The marriage of a woman who wed her husband in an Islamic ceremony should not have been declared void, the Court of Appeal has ruled, in a case we say could have significant consequences for marital rights.
Her Majesty’s Attorney General v Akhter and Khan concerns a decision by Mr Justice Williams, in the family court, to pronounce a decree nisi of nullity. The couple wed in an Islamic ceremony which took place in a London restaurant in 1998. They knew the ceremony had no legal effect and intended to follow it up with a civil marriage ceremony compliant with English law, but this did not happen.
The wife issued a divorce petition in 2016, relying on the Islamic ceremony. The husband said the couple were not legally married. The wife then relied on the presumption of marriage and, alternatively, sought a decree of nullity under the Matrimonial Causes Act 1973. The attorney general intervened in the proceedings and argued that the petitioner was not entitled to a decree of nullity because the ceremony was of no legal effect.
Williams said the court was justified in taking a ‘holistic view of a process rather than a single ceremony’ and ruled that the wife was entitled to a decree of nullity.
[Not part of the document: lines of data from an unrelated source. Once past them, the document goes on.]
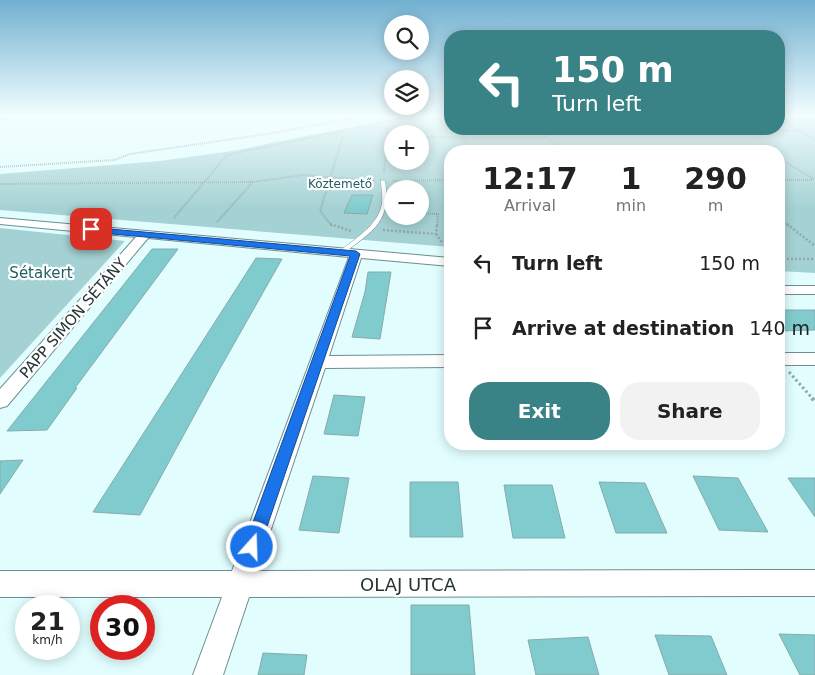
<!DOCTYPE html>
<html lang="en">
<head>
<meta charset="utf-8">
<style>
  :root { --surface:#fff; --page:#f2f2f2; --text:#222; --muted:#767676; --accent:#398285 }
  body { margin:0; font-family:"DejaVu Sans",sans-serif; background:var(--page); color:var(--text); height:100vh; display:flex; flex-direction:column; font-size:19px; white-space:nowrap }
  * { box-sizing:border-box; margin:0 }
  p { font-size:16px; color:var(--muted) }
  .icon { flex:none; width:28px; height:28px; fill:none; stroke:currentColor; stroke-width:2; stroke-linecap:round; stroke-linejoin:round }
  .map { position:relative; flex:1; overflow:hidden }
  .panel { position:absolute; left:444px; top:145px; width:341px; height:305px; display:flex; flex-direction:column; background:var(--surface); border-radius:20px; box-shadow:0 2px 12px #0003 }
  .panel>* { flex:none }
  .top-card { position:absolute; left:444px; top:30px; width:341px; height:105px; border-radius:20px; box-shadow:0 2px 12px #0003; background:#398285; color:#fff; overflow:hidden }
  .controls { position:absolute; left:384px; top:15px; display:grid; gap:10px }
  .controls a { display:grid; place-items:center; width:45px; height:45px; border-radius:50%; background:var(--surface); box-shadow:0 2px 12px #0003; font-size:25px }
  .speed { position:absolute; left:15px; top:595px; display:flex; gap:10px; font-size:25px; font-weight:700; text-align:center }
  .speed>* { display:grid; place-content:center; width:65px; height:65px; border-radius:50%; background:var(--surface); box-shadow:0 2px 12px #0003; line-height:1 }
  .speed small { font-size:12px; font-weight:400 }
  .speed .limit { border:8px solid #d22; background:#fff; color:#111 }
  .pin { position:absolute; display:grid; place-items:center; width:42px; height:42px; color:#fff; margin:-21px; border-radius:10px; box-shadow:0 2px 8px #0006 }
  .me { position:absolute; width:55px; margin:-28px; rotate:20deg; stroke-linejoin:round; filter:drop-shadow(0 0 4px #0008) }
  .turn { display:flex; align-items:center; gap:18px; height:105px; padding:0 25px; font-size:22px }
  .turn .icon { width:65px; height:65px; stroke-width:2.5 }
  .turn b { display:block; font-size:35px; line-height:42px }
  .eta { display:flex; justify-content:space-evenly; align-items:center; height:85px; text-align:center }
  .eta b { font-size:30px; font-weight:700; line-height:35px }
  .cta { display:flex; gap:10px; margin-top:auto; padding:10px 25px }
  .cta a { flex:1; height:58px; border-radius:20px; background:var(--accent); color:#fff; font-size:20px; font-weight:700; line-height:58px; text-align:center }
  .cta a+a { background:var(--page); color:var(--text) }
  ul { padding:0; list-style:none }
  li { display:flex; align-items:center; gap:15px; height:65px; padding:0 25px }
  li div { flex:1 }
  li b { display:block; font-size:19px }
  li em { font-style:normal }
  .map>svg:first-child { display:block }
  .green { fill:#a4d1d3; fill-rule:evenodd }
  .building { fill:#80cbce; stroke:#89aaab }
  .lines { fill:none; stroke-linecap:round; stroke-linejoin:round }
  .service-casing { stroke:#6e8e90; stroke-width:1 }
  .minor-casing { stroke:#6e8e90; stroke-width:2 }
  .path-far3 { stroke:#93a9a9; stroke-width:2; stroke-dasharray:1 1; stroke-linecap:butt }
  .path-far2 { stroke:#93a9a9; stroke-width:2.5; stroke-dasharray:2 2; stroke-linecap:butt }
  .path-far1 { stroke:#93a9a9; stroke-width:3; stroke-dasharray:2.5 2.5; stroke-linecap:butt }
  .path { stroke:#93a9a9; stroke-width:4; stroke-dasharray:3 3; stroke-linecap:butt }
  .service { fill:#fff; fill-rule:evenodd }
  .minor { fill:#fff; fill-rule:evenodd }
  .route { fill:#1a73e8; stroke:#114b97 }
  .labels { text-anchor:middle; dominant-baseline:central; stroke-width:4.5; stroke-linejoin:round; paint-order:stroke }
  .far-park-label { font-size:12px; fill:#215f62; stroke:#fff }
  .park-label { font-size:15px; fill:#215f62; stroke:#fff }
  .street-label { font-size:15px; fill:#263434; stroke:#fff }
  .near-street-label { font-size:18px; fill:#263434; stroke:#fff }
</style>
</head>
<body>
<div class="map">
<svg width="815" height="675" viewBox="0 0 815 675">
  <rect width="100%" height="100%" fill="#e1fdfe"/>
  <path class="green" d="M 412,115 L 450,115 L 450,129 L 779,129 L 779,115 L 806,115 L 815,119 L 815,273 L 779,271 L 779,151 L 450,151 L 450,247 L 0,210 L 0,174 L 160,161 L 232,151 ZM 392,134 L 420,134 L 420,161 L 392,161 ZM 392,189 L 420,189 L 420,216 L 392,216 Z
    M 0,228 L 125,241 L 0,378 Z"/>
  <path class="building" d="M 352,195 L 373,195 L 367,214 L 344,213 Z
    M 152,249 L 178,249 L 75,388 L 77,388 L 47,430 L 7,431 Z
    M 256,258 L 282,259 L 218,372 L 140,515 L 93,512 Z
    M 368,272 L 391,272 L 380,339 L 352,337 L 365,292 Z
    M 779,310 L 815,310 L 815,330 L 779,331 Z
    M 334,395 L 365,397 L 358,436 L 324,434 Z
    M 23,460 L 0,494 L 0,461 Z
    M 313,476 L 349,478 L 339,533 L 299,530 Z
    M 693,476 L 738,478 L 768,532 L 719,530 Z
    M 788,478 L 815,478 L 815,517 Z
    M 410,482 L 458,482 L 463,537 L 410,537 Z
    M 599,482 L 645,483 L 667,533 L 616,533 Z
    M 504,485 L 552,485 L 565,538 L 513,538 Z
    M 411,605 L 469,605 L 475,675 L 411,675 Z
    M 779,634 L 815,635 L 815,675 L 800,675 Z
    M 655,635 L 711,636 L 727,675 L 669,675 Z
    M 588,637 L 599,675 L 536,675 L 528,640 Z
    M 263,653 L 307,655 L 304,675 L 258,675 Z"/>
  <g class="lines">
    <g class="service-casing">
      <path id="service" d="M 381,180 L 385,181 C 392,221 373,231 344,253 L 340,253 L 340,251 C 356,238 378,225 382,204 C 383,196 381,188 381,180 Z"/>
    </g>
    <g class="minor-casing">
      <path id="minor" d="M 0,218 L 450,258 L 450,266 L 361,258 L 329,356 L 450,355 L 450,367 L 325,368 L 257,571 L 815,570 L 815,596 L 249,597 L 223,675 L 193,675 L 222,597 L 0,597 L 0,571 L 232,571 L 349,257 L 148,238 L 7,406 L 0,408 L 0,389 L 136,237 L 0,224 Z
        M 779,286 L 815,286 L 815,294 L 779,294 Z
        M 779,353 L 815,353 L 815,365 L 779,365 Z"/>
    </g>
    <path class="path-far3" d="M 0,120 L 12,115
      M 779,120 L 815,139
      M 462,129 L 466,151
      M 542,129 L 558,151
      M 544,132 L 799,131
      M 387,136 L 392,136
      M 420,137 L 548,137
      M 779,158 L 815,180
      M 0,167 L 114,160 L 130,154 L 280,132 L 366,115
      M 384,173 L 388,122
      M 779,180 L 813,180
      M 393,181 L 450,180
      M 0,184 L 253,182 L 303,175 L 374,181
      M 420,213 L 438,214 L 437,226
      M 174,218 L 227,155 L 419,115
      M 779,218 L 789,226
      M 217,222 L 252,183
      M 332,226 L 320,211 L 343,136"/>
    <path class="path-far2" d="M 330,224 L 351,231
      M 787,224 L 815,246
      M 383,230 L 436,234 L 437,224
      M 436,234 L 441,241 L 450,241
      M 779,259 L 815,259"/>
    <path class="path-far1" d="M 789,372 L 813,399"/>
    <path class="path" d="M 812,398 L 815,402"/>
    <use href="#service" class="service"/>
    <use href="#minor" class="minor"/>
  </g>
  <linearGradient id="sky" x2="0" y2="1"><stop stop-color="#71b0d0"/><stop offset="0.55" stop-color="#f2feff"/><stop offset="1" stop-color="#f2feff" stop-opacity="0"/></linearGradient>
  <rect width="815" height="210" fill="url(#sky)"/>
  <path class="route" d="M 88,227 L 356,251 L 360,254 L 258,553 L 252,556 L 246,553 L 244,547 L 350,256 L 91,232 L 88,231 Z"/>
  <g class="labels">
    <g class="far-park-label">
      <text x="340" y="184">Köztemető</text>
    </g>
    <g class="park-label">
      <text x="41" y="273">Sétakert</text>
    </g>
    <g class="street-label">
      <text transform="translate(73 318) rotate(-49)">PAPP SIMON SÉTÁNY</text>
    </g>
    <g class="near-street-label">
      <text x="408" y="584">OLAJ UTCA</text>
    </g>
  </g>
</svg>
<div class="controls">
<a><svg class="icon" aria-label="search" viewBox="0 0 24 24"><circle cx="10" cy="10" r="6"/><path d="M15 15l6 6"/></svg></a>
<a><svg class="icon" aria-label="layers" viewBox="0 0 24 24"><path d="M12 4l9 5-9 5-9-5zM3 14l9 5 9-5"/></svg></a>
<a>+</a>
<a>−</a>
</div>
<div class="speed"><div>21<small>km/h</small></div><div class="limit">30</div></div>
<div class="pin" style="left:91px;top:229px;background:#d93025"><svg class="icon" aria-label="arrive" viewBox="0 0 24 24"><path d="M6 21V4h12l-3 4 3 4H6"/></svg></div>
<svg class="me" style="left:252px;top:547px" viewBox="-20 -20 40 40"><circle r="17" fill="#1a73e8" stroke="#fff" stroke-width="3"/><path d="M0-11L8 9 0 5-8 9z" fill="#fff"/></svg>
<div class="top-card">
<div class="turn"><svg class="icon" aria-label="left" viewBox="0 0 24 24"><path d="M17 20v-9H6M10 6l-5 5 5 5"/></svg><div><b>150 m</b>Turn left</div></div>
</div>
<section class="panel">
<div class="eta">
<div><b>12:17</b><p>Arrival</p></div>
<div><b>1</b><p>min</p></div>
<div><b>290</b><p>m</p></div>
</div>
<ul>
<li><svg class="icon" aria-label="left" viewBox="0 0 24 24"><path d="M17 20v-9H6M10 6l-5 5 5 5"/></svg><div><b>Turn left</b></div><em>150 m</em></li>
<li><svg class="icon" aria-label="arrive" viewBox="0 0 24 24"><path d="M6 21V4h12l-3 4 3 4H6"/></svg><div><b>Arrive at destination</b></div><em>140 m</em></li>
</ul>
<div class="cta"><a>Exit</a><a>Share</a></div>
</section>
</div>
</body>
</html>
However, in a judgment handed down today, the appeal court said the ceremony did not create a void marriage because it was a non-qualifying ceremony. ‘The parties were not marrying “under the provisions” of part II of the 1949 Marriage Act. The ceremony itself would have been permitted under section 44 if it had met the requirements of the law and had been performed in a registered building, but it was not. In addition, no notice had been given to the superintendent registrar, no certificates had been issued, and no registrar or authorised person was present at the ceremony. It was not, therefore, a marriage within the scope of, in particular, the provisions of section 26 of the 1949 act. We would also add that the parties knew that the ceremony had no legal effect and that they would need to undertake another ceremony which complied with the requirements of the 1949 act if they were to be validly married,’ the appeal court said.
The ruling has prompted calls for marriage laws to be updated. It is an unfortunate fact that every year thousands of women, usually muslim women, take part in these types of ceremonies and believe that they are legally married. Only when the relationship sours do they discover, to their shock and amazement, that they are not legally married and that the protections that the law gives to married women do not apply to them. Due to this, these women will miss out on a fair division of their husband’s assets and will have no rights of inheritance.
The previous High Court decision had given long needed hope to many women who are going through matrimonial breakdown with their Muslim husband’s, only to discover the English law does not recognise their marriage at all. However; today’s judgement, as unwelcome as it is, confirms the old position that these women will not be protected by the courts, unless the law of the land is changed. The only body who has the power to change the law is Parliament, which will need to pass a new law to help protect these women.
The issue being discussed here relates only to Muslim marriages that are conducted inside England & Wales. Those Muslim couples who marry according to their Islamic beliefs abroad are almost always validly married and those marriages are legal in England. But couples who actually have their marriage ceremony in England or Wales without a proper registration with the Registrar of Marriages, they are the ones affected by this decision.
Although this case involves a Muslim couple, the same law applies to any other religious couple who decide to marry in England using only their religious procedure and not the official Registrar of Marriages route.